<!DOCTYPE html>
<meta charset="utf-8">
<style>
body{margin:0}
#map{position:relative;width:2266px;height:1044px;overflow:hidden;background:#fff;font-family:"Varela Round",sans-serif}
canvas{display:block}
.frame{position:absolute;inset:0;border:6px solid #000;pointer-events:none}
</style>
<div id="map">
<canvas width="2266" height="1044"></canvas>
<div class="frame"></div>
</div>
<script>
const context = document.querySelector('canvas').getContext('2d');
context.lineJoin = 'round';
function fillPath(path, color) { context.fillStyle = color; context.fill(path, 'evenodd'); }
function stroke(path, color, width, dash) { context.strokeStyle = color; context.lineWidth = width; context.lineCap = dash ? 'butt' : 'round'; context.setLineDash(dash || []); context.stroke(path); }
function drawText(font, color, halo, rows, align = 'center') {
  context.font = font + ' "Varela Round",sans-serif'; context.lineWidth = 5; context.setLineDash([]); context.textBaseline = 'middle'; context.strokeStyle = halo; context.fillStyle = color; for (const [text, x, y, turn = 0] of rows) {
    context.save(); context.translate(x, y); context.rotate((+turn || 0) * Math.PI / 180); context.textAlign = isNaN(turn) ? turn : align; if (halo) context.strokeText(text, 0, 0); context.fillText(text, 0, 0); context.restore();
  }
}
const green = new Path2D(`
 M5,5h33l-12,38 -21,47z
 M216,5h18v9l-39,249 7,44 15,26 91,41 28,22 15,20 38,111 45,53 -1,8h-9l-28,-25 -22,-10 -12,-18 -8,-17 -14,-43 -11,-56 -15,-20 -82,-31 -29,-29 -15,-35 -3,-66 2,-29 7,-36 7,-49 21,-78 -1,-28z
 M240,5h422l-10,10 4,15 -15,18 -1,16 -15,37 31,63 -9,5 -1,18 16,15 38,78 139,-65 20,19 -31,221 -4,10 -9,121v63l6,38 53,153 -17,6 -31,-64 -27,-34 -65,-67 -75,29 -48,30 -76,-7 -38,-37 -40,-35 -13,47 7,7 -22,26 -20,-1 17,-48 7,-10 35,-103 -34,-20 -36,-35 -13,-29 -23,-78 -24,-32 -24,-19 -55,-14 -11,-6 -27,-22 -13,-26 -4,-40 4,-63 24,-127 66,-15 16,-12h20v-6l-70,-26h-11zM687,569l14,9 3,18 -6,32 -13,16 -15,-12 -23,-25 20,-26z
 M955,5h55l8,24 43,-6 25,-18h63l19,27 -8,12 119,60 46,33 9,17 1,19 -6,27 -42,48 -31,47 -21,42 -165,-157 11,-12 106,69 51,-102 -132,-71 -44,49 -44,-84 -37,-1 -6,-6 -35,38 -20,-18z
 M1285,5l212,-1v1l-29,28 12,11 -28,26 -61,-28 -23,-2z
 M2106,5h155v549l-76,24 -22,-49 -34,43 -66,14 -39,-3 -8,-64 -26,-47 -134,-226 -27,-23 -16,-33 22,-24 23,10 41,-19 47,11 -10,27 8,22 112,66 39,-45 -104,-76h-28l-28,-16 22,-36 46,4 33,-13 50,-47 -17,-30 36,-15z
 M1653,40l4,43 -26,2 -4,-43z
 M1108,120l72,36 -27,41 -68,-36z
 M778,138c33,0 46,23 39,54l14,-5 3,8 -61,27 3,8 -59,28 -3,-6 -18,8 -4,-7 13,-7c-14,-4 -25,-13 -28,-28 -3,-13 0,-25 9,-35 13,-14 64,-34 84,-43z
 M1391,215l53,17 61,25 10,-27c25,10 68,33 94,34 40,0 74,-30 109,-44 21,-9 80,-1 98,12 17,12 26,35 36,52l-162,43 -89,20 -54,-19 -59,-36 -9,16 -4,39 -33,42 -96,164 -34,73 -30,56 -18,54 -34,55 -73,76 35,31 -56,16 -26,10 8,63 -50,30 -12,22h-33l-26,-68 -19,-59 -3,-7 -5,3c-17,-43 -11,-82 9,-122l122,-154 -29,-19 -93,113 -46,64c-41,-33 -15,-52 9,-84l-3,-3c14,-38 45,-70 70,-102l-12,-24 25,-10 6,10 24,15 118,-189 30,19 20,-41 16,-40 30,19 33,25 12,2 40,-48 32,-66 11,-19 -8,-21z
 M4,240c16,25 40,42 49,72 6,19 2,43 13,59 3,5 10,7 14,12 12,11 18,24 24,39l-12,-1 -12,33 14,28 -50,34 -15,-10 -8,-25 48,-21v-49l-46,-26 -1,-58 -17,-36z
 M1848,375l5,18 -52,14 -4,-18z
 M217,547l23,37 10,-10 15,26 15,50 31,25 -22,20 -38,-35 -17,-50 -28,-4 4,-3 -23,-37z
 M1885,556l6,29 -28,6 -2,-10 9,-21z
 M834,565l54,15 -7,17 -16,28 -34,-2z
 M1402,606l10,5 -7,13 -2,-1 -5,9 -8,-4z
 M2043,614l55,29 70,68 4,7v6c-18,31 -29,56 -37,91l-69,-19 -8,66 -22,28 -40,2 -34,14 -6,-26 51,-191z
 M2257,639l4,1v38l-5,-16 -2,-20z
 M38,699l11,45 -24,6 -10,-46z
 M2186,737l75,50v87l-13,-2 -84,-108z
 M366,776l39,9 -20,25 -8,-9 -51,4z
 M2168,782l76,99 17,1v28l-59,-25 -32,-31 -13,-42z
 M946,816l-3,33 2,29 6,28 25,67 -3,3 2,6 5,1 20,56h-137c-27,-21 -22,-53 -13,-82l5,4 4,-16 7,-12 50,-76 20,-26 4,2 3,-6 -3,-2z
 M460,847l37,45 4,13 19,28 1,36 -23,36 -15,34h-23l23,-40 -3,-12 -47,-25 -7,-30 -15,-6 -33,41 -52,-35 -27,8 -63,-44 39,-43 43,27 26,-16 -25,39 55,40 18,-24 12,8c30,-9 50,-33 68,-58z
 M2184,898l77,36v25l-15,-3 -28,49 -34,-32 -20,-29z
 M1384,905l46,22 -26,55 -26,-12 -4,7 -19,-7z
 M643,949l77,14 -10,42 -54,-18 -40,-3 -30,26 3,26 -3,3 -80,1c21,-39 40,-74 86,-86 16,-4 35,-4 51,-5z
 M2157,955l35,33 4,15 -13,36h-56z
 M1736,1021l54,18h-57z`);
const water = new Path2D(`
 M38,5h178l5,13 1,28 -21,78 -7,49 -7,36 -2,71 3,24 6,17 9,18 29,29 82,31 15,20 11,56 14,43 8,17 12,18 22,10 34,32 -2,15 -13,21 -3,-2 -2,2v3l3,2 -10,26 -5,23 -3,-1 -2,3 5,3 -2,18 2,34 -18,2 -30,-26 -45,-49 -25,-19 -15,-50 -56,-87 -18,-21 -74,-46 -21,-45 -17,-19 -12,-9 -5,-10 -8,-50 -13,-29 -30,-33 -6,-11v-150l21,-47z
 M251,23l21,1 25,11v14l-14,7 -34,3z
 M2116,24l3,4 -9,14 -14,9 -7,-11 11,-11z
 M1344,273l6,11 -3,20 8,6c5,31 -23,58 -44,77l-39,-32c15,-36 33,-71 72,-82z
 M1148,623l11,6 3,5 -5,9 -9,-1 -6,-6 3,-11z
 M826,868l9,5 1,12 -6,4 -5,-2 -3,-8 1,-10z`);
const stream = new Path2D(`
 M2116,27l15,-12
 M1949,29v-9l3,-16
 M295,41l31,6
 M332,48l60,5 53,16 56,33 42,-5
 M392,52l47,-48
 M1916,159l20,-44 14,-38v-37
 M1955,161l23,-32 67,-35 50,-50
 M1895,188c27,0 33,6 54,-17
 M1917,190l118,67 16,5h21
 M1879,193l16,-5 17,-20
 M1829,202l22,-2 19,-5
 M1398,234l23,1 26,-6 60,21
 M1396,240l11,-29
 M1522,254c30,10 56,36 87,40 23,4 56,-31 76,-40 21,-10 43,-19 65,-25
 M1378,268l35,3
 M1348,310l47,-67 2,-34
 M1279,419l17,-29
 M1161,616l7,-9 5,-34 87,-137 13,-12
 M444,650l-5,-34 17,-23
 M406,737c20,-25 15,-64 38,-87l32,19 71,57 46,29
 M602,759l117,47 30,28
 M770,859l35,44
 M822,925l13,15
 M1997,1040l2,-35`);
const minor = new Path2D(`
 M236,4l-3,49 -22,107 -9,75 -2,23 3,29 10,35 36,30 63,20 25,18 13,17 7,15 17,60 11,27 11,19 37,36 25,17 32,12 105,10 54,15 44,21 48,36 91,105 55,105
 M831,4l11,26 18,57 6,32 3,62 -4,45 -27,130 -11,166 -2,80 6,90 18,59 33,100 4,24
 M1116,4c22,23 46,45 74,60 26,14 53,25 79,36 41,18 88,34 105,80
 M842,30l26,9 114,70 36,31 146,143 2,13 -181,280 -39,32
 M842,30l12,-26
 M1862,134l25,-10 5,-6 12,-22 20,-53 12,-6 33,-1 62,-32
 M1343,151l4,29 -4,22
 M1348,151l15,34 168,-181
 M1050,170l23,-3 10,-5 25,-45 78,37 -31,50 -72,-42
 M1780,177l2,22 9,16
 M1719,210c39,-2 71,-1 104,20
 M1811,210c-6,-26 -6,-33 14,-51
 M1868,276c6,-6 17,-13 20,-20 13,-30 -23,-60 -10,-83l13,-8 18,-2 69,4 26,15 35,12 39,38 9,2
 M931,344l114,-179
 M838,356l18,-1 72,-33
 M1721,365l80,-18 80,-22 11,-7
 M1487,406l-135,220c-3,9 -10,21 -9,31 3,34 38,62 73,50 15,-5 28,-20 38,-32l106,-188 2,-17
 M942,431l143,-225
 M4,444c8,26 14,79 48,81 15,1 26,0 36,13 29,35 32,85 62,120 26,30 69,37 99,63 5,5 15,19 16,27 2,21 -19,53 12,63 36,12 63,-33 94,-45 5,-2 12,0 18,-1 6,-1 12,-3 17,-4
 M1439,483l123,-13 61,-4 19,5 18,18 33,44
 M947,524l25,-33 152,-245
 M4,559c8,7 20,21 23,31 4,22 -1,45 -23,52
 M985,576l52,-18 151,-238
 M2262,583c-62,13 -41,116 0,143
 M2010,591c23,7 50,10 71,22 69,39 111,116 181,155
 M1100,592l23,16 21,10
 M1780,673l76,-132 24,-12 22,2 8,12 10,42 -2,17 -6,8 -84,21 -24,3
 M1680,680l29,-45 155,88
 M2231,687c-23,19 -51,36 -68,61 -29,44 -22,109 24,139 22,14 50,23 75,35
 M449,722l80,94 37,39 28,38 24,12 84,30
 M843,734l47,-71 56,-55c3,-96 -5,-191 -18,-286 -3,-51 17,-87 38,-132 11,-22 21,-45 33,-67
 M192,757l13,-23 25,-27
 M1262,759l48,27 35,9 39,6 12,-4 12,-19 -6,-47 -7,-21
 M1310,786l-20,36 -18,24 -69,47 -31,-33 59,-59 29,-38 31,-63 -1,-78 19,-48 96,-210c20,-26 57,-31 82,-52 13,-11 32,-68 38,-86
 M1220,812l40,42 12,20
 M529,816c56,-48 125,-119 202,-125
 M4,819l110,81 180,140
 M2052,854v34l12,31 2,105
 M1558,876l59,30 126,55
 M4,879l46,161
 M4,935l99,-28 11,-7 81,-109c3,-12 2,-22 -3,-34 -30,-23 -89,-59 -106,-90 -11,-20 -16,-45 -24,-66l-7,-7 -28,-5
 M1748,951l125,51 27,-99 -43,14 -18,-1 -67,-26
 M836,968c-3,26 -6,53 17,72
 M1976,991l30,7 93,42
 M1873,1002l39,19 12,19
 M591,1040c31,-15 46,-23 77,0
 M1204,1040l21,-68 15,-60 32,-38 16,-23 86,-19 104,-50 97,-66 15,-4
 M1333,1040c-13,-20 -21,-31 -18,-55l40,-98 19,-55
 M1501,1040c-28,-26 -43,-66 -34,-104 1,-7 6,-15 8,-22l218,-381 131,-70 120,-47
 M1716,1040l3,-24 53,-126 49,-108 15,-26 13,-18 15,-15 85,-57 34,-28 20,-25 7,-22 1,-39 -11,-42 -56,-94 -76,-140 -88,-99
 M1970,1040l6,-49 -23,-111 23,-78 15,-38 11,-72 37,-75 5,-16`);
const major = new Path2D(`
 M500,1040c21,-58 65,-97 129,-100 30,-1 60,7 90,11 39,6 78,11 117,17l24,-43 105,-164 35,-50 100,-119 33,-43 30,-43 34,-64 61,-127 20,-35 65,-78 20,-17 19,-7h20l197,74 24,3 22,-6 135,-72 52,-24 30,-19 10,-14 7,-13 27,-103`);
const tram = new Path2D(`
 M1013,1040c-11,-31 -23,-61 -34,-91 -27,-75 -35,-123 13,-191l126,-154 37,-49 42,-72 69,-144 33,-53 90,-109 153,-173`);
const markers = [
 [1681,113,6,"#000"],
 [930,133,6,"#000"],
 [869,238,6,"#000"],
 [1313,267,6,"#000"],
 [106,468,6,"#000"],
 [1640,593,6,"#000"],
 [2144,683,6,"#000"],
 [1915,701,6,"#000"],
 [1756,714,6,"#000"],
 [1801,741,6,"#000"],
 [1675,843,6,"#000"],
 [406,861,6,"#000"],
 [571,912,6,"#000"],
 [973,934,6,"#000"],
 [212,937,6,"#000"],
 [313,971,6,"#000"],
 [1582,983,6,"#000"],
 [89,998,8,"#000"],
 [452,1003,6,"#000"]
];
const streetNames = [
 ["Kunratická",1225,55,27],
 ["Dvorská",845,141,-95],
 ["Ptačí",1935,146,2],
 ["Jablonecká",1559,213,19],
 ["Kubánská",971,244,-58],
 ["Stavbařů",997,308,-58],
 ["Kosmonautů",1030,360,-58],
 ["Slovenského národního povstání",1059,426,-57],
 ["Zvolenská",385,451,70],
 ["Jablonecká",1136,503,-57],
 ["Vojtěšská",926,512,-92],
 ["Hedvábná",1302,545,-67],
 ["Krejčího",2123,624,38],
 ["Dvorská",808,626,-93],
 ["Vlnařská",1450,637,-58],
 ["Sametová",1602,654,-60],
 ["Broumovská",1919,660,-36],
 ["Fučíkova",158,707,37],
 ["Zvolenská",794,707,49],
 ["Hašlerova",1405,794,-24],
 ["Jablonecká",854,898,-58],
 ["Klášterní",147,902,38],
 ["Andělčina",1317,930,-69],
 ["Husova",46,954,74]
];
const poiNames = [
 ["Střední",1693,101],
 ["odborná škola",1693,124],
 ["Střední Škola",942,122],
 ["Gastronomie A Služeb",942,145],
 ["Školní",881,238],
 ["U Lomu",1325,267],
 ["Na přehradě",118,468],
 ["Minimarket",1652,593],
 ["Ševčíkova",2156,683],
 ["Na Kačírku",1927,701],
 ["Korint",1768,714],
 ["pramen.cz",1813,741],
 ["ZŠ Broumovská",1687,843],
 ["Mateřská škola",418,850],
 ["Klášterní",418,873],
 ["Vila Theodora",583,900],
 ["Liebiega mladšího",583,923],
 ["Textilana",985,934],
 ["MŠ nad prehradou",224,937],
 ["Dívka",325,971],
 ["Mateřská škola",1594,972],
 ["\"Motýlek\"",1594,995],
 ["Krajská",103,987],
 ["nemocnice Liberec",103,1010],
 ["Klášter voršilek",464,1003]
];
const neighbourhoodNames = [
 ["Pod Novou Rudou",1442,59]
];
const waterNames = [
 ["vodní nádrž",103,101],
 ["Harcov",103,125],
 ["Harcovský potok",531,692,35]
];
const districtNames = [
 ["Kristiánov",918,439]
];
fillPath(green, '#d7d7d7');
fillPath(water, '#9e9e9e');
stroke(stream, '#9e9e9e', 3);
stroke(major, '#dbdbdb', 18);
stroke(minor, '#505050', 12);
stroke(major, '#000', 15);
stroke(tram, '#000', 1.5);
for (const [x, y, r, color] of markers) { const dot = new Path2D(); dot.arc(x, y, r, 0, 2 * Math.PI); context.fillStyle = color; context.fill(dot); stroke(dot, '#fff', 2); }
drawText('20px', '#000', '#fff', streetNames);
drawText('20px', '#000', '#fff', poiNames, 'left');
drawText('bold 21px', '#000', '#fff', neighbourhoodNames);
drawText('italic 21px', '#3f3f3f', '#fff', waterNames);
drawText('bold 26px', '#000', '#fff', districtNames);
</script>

- **THE PROBLEM**
Please return each line of the data above in which the word "setLineDash" occurs.

- **REPLY TO THE EXERCISE**
function stroke(path, color, width, dash) { context.strokeStyle = color; context.lineWidth = width; context.lineCap = dash ? 'butt' : 'round'; context.setLineDash(dash || []); context.stroke(path); }
  context.font = font + ' "Varela Round",sans-serif'; context.lineWidth = 5; context.setLineDash([]); context.textBaseline = 'middle'; context.strokeStyle = halo; context.fillStyle = color; for (const [text, x, y, turn = 0] of rows) {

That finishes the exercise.